Se desplegaron majestuosamente, extendiéndose a su completo e impresionante alcance. 
BOOM!

Y con un estruendo atronador, abrazó su nuevo poder mientras se lanzaba hacia arriba.

La fuerza de su ascenso envió ondas de choque a través del aire, distorsionando la atmósfera a su alrededor.

A medida que se elevaba en el cielo, Raziel sintió una sensación exhilarante de libertad y poder. 
Ya no era el muchacho débil que sufrió impotente y observó cómo todo lo que amaba era destruido; ahora era un ser de inmensa fuerza, elevándose por encima del mundo que una vez trató de aplastarlo. 
Con cada latido de sus poderosas alas, ascendía más alto, atravesando las capas de nubes oscuras y cielo carmesí hasta que el vacío infinito del cosmos lo envolvió. 
Suspendido en este vacío, observó hacia abajo su planeta, ahora un mero orbe carmesí en la inmensidad del espacio.

Yacía en su visión, pequeño y frágil, como una gema preciosa contra el telón de fondo de un universo infinito.

Rodeado de la nada negra como el alquitrán, la visión mejorada de Raziel podía discernir los planetas distantes y sin vida, sus superficies fracturadas y desoladas, flotando silenciosamente en la expansión cósmica. 
La luna de sangre y el sol, centinelas gemelos de su mundo, colgaban en el vacío, su presencia a la vez inquietante y reconfortante.

Aquí, en el frío abrazo del espacio, Raziel sintió un profundo sentido de perspectiva.

Su mundo, con todas sus complejidades y luchas, era apenas un punto diminuto en un cosmos inconmensurablemente vasto. 
Sin embargo, esta realización no disminuía su conexión con él; más bien, profundizaba su comprensión de la preciosa vida que una vez lo rodeó y la significancia de los lazos que una vez compartió.

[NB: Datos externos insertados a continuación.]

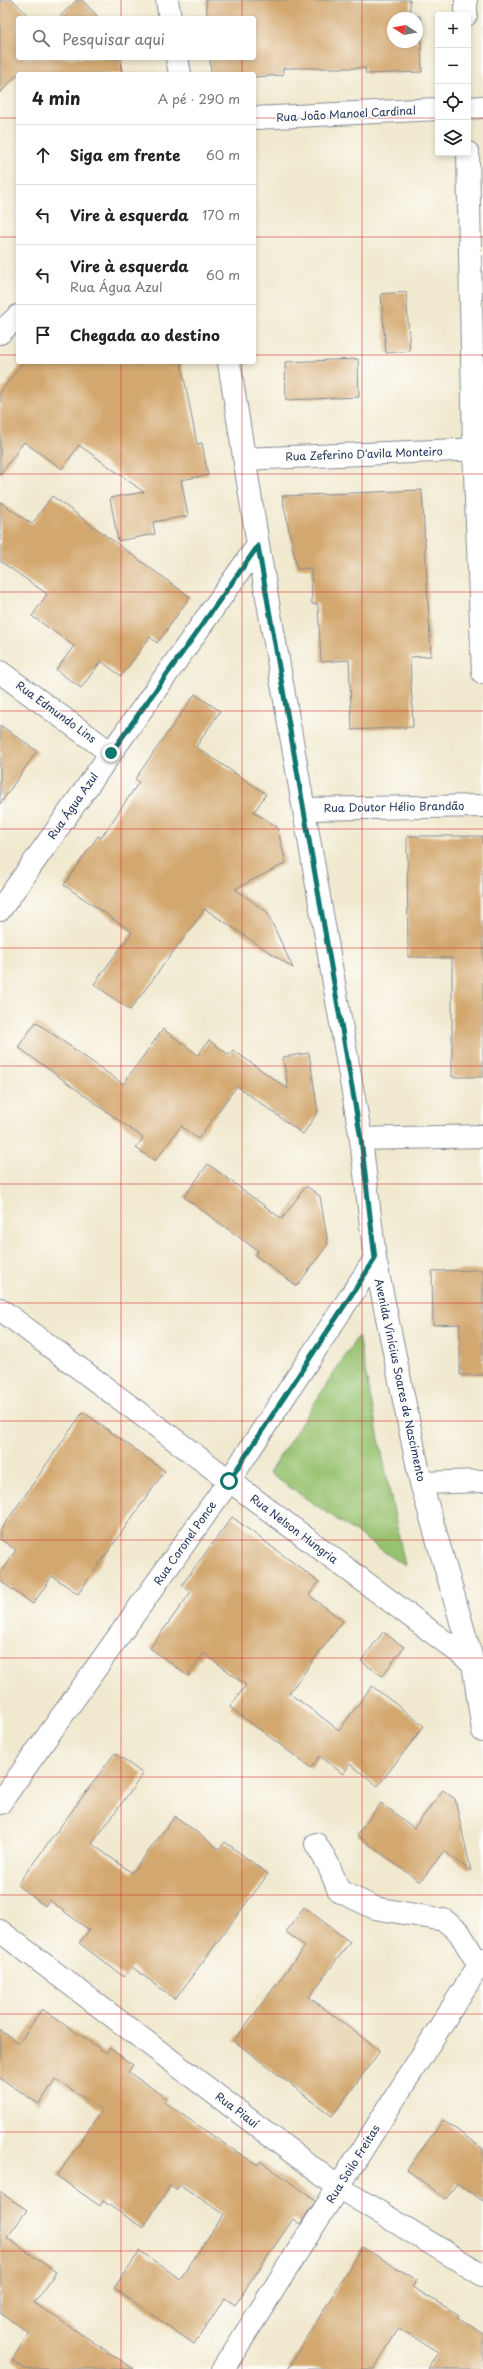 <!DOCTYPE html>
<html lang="pt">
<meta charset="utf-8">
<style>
:root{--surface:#fff;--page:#f2f2f2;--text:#202124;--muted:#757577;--line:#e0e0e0}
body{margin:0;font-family:"Playpen Sans",sans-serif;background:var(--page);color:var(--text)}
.controls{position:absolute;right:12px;top:12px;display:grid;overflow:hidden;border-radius:4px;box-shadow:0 2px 6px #0003}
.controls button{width:36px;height:36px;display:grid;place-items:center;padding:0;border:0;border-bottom:1px solid var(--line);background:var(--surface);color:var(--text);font:20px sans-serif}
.compass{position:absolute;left:387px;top:12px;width:36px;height:36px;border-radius:50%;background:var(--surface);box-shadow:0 2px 6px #0003;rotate:281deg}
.stop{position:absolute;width:12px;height:12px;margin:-9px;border:3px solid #0f766e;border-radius:50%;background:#fff}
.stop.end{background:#0f766e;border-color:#fff;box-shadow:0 1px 4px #0008}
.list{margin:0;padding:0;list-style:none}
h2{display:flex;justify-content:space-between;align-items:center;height:52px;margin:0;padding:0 16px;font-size:17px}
h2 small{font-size:13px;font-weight:400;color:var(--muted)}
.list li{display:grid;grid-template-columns:26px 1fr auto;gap:12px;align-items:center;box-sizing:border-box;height:60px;padding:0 16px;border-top:1px solid var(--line)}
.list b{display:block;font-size:15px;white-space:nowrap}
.list p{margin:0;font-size:13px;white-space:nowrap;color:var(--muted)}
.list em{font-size:13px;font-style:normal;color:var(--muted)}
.icon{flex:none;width:22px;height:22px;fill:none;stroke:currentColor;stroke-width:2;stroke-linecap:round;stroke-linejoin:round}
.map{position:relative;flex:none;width:483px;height:2369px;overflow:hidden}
.search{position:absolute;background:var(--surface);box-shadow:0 2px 6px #0003;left:16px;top:16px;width:240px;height:44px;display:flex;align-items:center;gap:10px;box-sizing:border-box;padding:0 14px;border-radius:4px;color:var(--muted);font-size:15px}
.panel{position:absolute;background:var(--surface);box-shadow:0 2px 6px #0003;left:16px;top:72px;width:240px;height:292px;border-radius:4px}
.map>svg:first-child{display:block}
.green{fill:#97c270;stroke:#597867}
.building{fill:#d3a86f;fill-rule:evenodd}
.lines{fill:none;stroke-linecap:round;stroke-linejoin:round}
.minor-casing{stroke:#868c96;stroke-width:24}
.minor{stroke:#fff;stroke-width:22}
.route{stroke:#0f766e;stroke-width:5}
.grid{fill:none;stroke:#d62828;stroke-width:1;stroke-opacity:0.55}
.labels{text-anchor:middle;stroke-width:3;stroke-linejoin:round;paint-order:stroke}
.street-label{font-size:11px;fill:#1b2f5e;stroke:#fdfcf7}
</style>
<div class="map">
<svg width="483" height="2369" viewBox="0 0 483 2369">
<rect width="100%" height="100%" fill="#fdfcf7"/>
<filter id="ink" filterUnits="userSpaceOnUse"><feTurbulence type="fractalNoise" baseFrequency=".025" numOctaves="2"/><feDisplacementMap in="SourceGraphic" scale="8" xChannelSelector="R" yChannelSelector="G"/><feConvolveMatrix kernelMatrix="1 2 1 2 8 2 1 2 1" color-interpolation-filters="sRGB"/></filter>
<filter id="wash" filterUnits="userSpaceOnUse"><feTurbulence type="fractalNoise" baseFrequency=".012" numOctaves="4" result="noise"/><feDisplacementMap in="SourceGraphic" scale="16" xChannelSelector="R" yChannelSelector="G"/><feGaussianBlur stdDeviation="0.9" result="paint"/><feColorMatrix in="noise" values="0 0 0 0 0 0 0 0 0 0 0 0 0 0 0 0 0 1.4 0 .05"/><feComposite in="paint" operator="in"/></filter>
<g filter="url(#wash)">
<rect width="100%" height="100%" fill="#f1e9cf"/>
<!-- green -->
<path class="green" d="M 358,1336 L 405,1566 L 269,1473 Z"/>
<g id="blocks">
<!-- building -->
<g class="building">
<path d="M 0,0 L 13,0 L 30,18 L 18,18 L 18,58 L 119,58 L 123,74 L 18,74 L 0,93 Z"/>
<path d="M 77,0 L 82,0 L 99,18 L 58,18 Z"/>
<path d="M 206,0 L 410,0 L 410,16 L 420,16 L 422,72 L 366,74 L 365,68 L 283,68 L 283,75 L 254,77 L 254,74 L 211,74 L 210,58 L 254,58 L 254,18 L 207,18 ZM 393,18 L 417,18 L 417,42 L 393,42 Z"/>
<path d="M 406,292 L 410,351 L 386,353 L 381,294 Z"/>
<path d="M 358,359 L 359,397 L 286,400 L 285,362 Z"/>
<path d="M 23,362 L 181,362 L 197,444 L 202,443 L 208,475 L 181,480 L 188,516 L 153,522 L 155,534 L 118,541 L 110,498 L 144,492 L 79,445 L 62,469 L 24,442 L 0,475 L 0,393 Z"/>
<path d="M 422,490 L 431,656 L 410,657 L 413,727 L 352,730 L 349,660 L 321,662 L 318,604 L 312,604 L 311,568 L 297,569 L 282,496 Z"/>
<path d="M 52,496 L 190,597 L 157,643 L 150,637 L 121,676 L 101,661 L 81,688 L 56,670 L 74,646 L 32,616 L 47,594 L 0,561 L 0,502 L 32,524 Z"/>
<path d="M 195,694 L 220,711 L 196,747 L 266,794 L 254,812 L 277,827 L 286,863 L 235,889 L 267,912 L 293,968 L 205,909 L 130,1010 L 94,984 L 132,932 L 64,885 L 98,836 L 101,838 L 139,782 L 135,779 Z"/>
<path d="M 0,725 L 37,751 L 0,804 Z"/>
<path d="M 407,836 L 483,836 L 483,1077 L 452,1077 L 452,958 L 408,957 Z"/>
<path d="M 36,1022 L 123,1084 L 163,1029 L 198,1055 L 209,1040 L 229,1055 L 233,1050 L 288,1089 L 283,1057 L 309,1053 L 318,1112 L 303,1134 L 237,1086 L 198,1139 L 181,1126 L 155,1161 L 136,1148 L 143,1138 L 18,1047 Z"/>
<path d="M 208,1164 L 282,1219 L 306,1186 L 320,1196 L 328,1244 L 297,1286 L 255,1255 L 258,1251 L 184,1197 Z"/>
<path d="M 483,1270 L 483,1375 L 460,1375 L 460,1324 L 433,1325 L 432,1271 Z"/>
<path d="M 83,1412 L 165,1471 L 78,1594 L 52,1576 L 33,1604 L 0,1581 L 0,1573 L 16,1550 L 0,1539 L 0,1531 Z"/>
<path d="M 232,1517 L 319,1582 L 309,1595 L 343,1621 L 289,1693 L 339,1730 L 372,1686 L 424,1726 L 378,1786 L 350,1764 L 343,1774 L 320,1756 L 311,1768 L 230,1707 L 246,1685 L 204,1653 L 188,1676 L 150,1648 L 191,1592 L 182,1585 Z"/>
<path d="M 383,1632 L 404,1647 L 382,1676 L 361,1661 Z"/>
<path d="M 115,1753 L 143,1774 L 92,1844 L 132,1873 L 175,1816 L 219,1849 L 225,1842 L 268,1874 L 175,1999 L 132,1967 L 124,1977 L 79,1943 L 89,1930 L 49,1900 L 45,1906 L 17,1885 Z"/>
<path d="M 443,1790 L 455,1799 L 471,1871 L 444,1851 L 420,1882 L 357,1835 L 381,1803 L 414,1828 Z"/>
<path d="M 304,1907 L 350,1942 L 309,1997 L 380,2051 L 332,2116 L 234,2041 L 305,1946 L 286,1932 Z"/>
<path d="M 42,2009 L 106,2053 L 109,2048 L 133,2065 L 128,2072 L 167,2098 L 164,2102 L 232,2149 L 258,2165 L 260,2161 L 316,2200 L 300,2224 L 293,2219 L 235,2305 L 225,2298 L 194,2344 L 114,2288 L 140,2251 L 180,2279 L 224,2214 L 180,2185 L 176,2190 L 170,2186 L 143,2228 L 103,2201 L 100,2206 L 57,2176 L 102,2110 L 56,2079 L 39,2104 L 0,2078 L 0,2030 L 19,2043 Z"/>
<path d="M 443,2120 L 483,2149 L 483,2201 L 457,2183 L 446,2199 L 407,2170 Z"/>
<path d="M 0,2192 L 27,2210 L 7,2238 L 56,2272 L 34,2303 L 134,2369 L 25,2369 L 12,2360 L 29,2333 L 0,2313 Z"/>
<path d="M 362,2247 L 417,2280 L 412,2287 L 459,2315 L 457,2317 L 483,2333 L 483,2369 L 428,2369 L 438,2352 L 399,2328 L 374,2369 L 288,2369 Z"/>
</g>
</g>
</g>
<g filter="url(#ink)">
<use href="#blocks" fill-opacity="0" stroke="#868c96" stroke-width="1"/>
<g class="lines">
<!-- minor casing -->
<g class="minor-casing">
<g id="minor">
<path d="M 167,0 L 170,18"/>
<path d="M 466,0 L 466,15"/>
<path d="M 177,58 L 180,74"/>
<path d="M 468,108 L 483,107"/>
<path d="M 254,118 L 438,109"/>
<path d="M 468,153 L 474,449 L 483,673"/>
<path d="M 0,333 L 18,316"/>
<path d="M 229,362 L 258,545 L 361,1139 L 375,1259 L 421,1483 L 473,1663 L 483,1731"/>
<path d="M 245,459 L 483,449"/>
<path d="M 0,672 L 111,753"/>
<path d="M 305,809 L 483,806"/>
<path d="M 0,910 L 258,545"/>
<path d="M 361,1139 L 483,1136"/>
<path d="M 0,1309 L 473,1663"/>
<path d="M 421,1483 L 483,1481"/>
<path d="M 0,1803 L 229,1481 L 375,1259"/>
<path d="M 316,1844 L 328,1864 L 339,1891 L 375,1908 L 444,1920 L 459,1932 L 479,1965"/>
<path d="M 0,1931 L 338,2187 L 483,2275"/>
<path d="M 223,2369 L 483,1959"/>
</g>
</g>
<!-- minor -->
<use href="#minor" class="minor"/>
</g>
</g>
<g class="lines" filter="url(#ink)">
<!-- route -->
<path class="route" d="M 111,753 L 258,546 L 361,1139 L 375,1259 L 229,1481"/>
</g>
<!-- grid -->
<path class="grid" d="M 121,0 L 121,18M 242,0 L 242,18M 362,0 L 362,2369M 121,58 L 121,74M 242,58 L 242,74M 0,118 L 18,118M 254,118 L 438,118M 468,118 L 483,118M 0,237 L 18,237M 254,237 L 483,237M 0,355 L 18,355M 254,355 L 483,355M 121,362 L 121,2369M 242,362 L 242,2369M 0,474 L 483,474M 0,592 L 483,592M 0,711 L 483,711M 0,829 L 483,829M 0,948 L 483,948M 0,1066 L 483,1066M 0,1184 L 483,1184M 0,1303 L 483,1303M 0,1421 L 483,1421M 0,1540 L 483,1540M 0,1658 L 483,1658M 0,1777 L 483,1777M 0,1895 L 483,1895M 0,2014 L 483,2014M 0,2132 L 483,2132M 0,2251 L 483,2251"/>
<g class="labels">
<!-- street labels -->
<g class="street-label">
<text transform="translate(346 114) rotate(-3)" y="4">Rua João Manoel Cardinal</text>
<text transform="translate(364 454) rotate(-2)" y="4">Rua Zeferino D'avila Monteiro</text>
<text transform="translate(56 712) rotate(36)" y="4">Rua Edmundo Lins</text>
<text transform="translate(73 806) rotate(-55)" y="4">Rua Água Azul</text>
<text transform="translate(394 807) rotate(-1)" y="4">Rua Doutor Hélio Brandão</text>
<text transform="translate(400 1380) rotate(78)" y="4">Avenida Vinícius Soares de Nascimento</text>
<text transform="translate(294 1529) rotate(37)" y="4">Rua Nelson Hungria</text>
<text transform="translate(185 1543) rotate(-55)" y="4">Rua Coronel Ponce</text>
<text transform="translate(237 2110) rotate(37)" y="4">Rua Piauí</text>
<text transform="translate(353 2164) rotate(-58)" y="4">Rua Soilo Freitas</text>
</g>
</g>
</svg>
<div class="controls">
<button>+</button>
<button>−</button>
<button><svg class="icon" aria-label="locate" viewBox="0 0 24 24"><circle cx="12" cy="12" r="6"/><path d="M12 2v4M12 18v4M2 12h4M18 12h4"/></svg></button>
<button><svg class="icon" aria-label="layers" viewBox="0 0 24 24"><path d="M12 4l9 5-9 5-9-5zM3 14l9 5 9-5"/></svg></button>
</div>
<svg class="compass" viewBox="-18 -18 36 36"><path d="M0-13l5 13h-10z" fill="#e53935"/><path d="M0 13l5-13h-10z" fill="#757577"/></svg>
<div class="stop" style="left:229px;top:1481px"></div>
<div class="stop end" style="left:111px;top:753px"></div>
<div class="search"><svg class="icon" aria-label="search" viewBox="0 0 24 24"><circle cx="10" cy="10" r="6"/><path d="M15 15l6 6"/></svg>Pesquisar aqui</div>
<section class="panel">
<h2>4 min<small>A pé · 290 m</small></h2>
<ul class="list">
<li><svg class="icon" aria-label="ahead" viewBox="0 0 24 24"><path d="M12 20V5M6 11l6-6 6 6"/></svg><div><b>Siga em frente</b></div><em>60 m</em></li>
<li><svg class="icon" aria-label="left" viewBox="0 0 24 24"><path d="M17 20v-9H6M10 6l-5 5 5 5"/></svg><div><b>Vire à esquerda</b></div><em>170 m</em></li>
<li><svg class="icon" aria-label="left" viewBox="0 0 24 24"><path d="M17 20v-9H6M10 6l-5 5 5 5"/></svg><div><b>Vire à esquerda</b><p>Rua Água Azul</p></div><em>60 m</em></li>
<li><svg class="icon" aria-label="arrive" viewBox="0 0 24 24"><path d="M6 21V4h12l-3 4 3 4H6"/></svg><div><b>Chegada ao destino</b></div></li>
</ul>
</section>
</div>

A pesar de que el vacío drenaba su maná, la omnipresente fuerza de la gravedad que fluía a su alrededor reponía su energía, manteniendo un equilibrio delicado. 
El abrasador calor del sol, que atormentaría incluso a los seres más poderosos, se sentía como una calidez suave para Raziel. 
Su nueva forma, otorgada por Drakaris, era más que simplemente resistente; era una armonía de poder y resistencia.

Contemplando lo que alguna vez fue su hogar, una pequeña extensión de tierra manchada con la sangre de su gente y carente de vida, Raziel sintió un impulso de fría determinación. 
La magnitud del universo no menguaba su propósito; solo subrayaba la importancia de lo que él estimaba y lo que debía hacer.

Sus ojos se estrecharon mientras se enfocaba en el dominio del Clan Garrasangre. 
Con un renovado sentido del propósito y una determinación oscura y fría en sus ojos, la figura de Raziel se aceleró, descendiendo del cosmos como un cometa, precipitándose de vuelta hacia su mundo. 
Ya no era solo un sobreviviente de un destino cruel; era su amo, una fuerza de retribución y cambio, listo para enfrentar a aquellos que destruyeron su mundo.